Consistent with implementations described herein, a test point cap 144 may sealingly engage portion test point terminal 142 and outer shield 120. In one implementation, test point cap 144 may be formed of a semi-conductive material, such as EPDM compounded with conductive additives. When test point terminal 142 is not being accessed, test point cap 144 may be mounted on test point assembly 140. Because test point cap 144 is formed of a conductive or semi-conductive material, test point cap 144 may ground the test point when in position. Test point cap 144 may include an aperture 146 for facilitating removal of test point cap 144, e.g., using a hooked lineman's tool.

Consistent with implementations described herein, yoke 102 may include a sacrificial appendage 148 projecting therefrom. As shown in FIG. 1A, sacrificial appendage 148 may include a sacrificial conductor extension 150 projecting from central conductor 106. Portions of insulative inner housing 122 and outer housing 120 may be formed around sacrificial conductor extension 150. In one implementation, sacrificial appendage 148 may project substantially perpendicularly from outwardly extending portions 110, so as to be relatively free of encumbrances.

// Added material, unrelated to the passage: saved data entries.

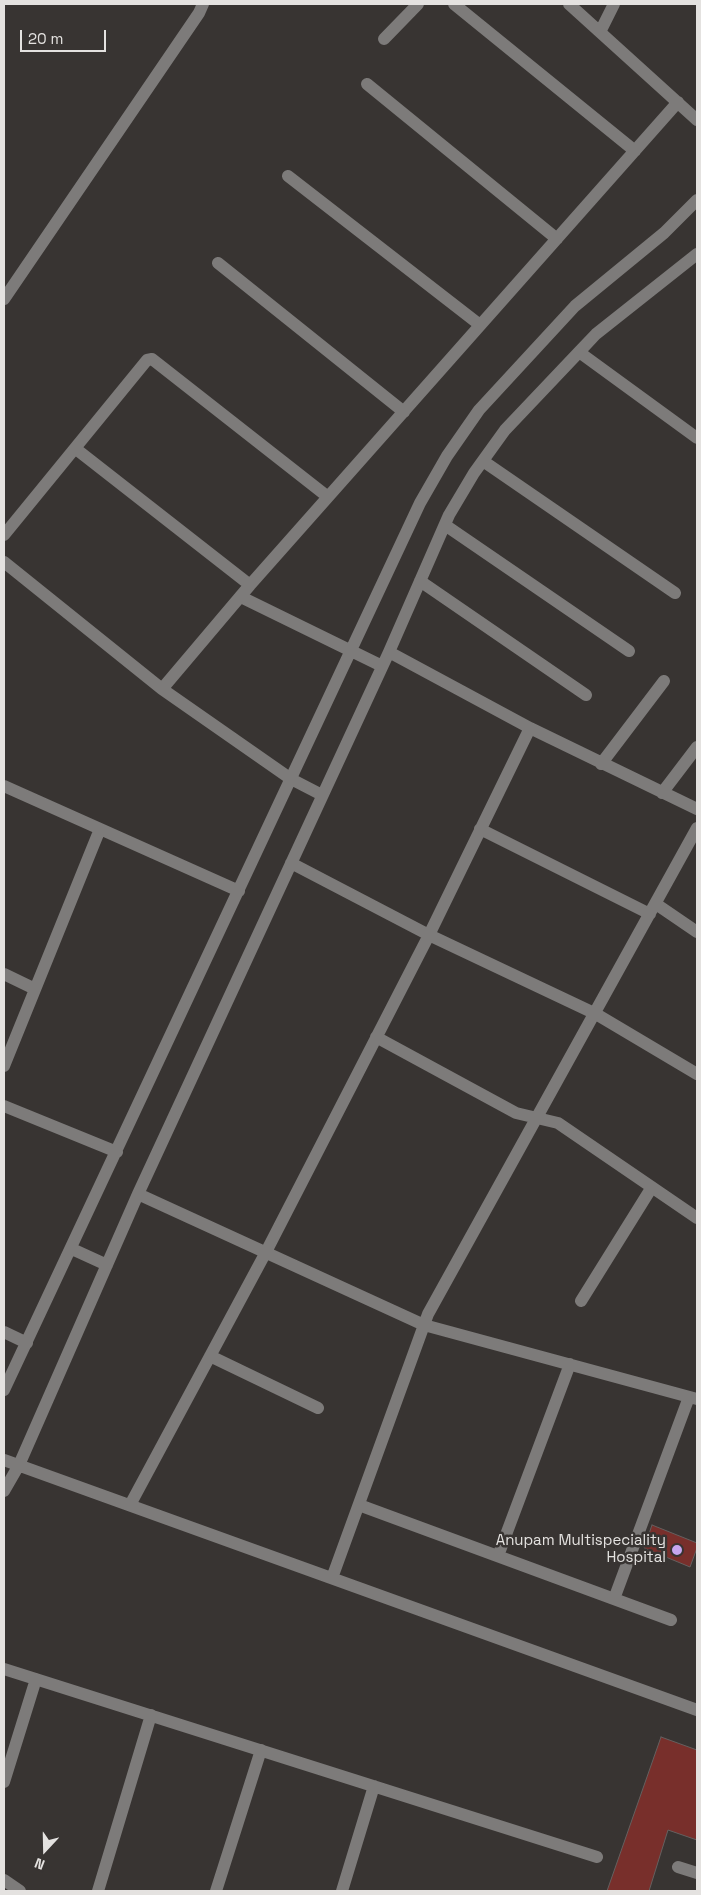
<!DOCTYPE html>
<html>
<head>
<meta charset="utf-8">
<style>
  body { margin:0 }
  #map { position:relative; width:701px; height:1895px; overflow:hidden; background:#383432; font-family:"Space Grotesk",sans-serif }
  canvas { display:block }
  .frame { position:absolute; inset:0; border:5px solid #e4e2e0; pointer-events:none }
  .north { position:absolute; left:20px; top:1825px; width:50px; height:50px; -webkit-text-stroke:4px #383432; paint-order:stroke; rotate:201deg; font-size:14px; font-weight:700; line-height:20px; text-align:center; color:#e4e2e0 }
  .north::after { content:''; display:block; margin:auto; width:18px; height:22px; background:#e4e2e0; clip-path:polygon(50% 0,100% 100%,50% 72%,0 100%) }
  .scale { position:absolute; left:20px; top:30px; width:86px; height:22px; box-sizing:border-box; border:2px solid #e4e2e0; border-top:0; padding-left:6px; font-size:15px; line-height:18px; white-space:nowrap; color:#e4e2e0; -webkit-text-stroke:4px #383432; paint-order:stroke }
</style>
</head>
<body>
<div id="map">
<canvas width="701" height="1895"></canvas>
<div class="frame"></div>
<div class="north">N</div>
<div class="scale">20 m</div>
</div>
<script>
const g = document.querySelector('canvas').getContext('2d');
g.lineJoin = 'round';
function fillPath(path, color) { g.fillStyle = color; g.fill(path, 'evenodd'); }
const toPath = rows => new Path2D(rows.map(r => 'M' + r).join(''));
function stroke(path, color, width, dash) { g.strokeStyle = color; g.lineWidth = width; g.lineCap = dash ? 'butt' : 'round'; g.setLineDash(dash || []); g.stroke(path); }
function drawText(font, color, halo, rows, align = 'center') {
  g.font = font + ' "Space Grotesk",sans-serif'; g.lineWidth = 5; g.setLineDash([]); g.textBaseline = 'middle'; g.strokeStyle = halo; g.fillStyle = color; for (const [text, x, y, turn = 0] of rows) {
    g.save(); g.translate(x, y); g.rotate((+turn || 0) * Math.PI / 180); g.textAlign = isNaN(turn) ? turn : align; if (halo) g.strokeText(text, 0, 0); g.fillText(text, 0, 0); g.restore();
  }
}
const building = toPath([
  [652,1525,697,1543,697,1548,690,1567,644,1548,652,1525],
  [661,1737,697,1750,697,1840,668,1830,649,1891,607,1891,661,1737]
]);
fillPath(building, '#782f2b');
stroke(building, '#65605f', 1);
stroke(toPath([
  [454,4,635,151],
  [569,4,697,120],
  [600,32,614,4],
  [384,39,418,4],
  [367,84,557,239],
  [288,176,480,325],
  [218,263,404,412],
  [4,299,199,13,203,4],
  [579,352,697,438],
  [76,449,250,585],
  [483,461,675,593],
  [445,525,629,651],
  [4,535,147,360,152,359,328,497],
  [4,562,162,689,291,779,322,795],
  [420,581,586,695],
  [241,597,382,666],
  [389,652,530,728,697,809],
  [162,689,250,585,678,102],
  [601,764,664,681],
  [4,786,239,891],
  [662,793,697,747],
  [480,829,650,914],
  [291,863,429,935,596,1014,697,1074],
  [656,904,697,932],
  [4,974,35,989],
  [376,1037,516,1113,558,1123,697,1218],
  [4,1066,100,829],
  [4,1106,117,1152],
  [138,1194,424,1325,697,1399],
  [72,1249,107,1265],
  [581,1301,652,1187],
  [4,1332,27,1343],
  [210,1356,318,1408],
  [4,1390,420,503,447,456,479,410,575,306,664,233,697,200],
  [4,1460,697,1710],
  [4,1491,19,1465,138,1194,389,652,449,515,474,473,505,430,579,352,596,334,697,254],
  [130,1505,266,1252,429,935,530,728],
  [359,1505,671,1620],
  [498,1556,570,1364],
  [332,1578,428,1314,697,828],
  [614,1599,689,1397],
  [4,1669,597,1857],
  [4,1782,36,1679],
  [678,1867,697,1873],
  [4,1880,20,1891],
  [98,1891,151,1715],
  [216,1891,261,1750],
  [342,1891,374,1786]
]), '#7d7b7a', 12);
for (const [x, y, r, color] of [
  [677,1550,6,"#c7a6ef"]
]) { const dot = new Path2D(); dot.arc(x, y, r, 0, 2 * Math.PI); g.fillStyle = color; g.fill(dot); stroke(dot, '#383432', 2); }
drawText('15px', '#e4e2e0', '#383432', [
  ["Anupam Multispeciality",666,1541],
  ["Hospital",666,1558]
], 'right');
</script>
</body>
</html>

When it is necessary for work to be performed on any of power cables 104 (or devices connected to power cables 104), a worker may cut through sacrificial appendage 148 (e.g., with a hydraulic cable cutter, or similar tool) to ensure that the electrical system that splicing connector 100 is connected to has been properly de-energized and is, therefore, safe to work on. When it is time to re-energize splicing connector 100, yoke 102 may be replaced with a new yoke 102, having an intact sacrificial appendage 148.

FIG. 1B is a schematic partial cross-sectional diagram illustrating power cable splicing connector 100 configured in a manner similar to that described above with respect to FIG. 1A. FIG. 1C is a partial cross-sectional diagram illustrating the sacrificial cap of FIG. 1B. Where appropriate, FIGS. 1B and 1C use the same reference numbers to identify the same or similar elements.

As shown in FIGS. 1B and 1C, yoke 102 and the portions of cable splicing connector 100 associated with power cables 104-2 to 104-4 remain substantially similar to the embodiment describe above with respect to FIG. 1A. However, unlike the embodiment of FIG. 1A, sacrificial appendage 148 (referred to as element 148-2 in FIGS. 1B and 1C) may include a modular configuration configured for removable attachment and/or replacement on yoke 102.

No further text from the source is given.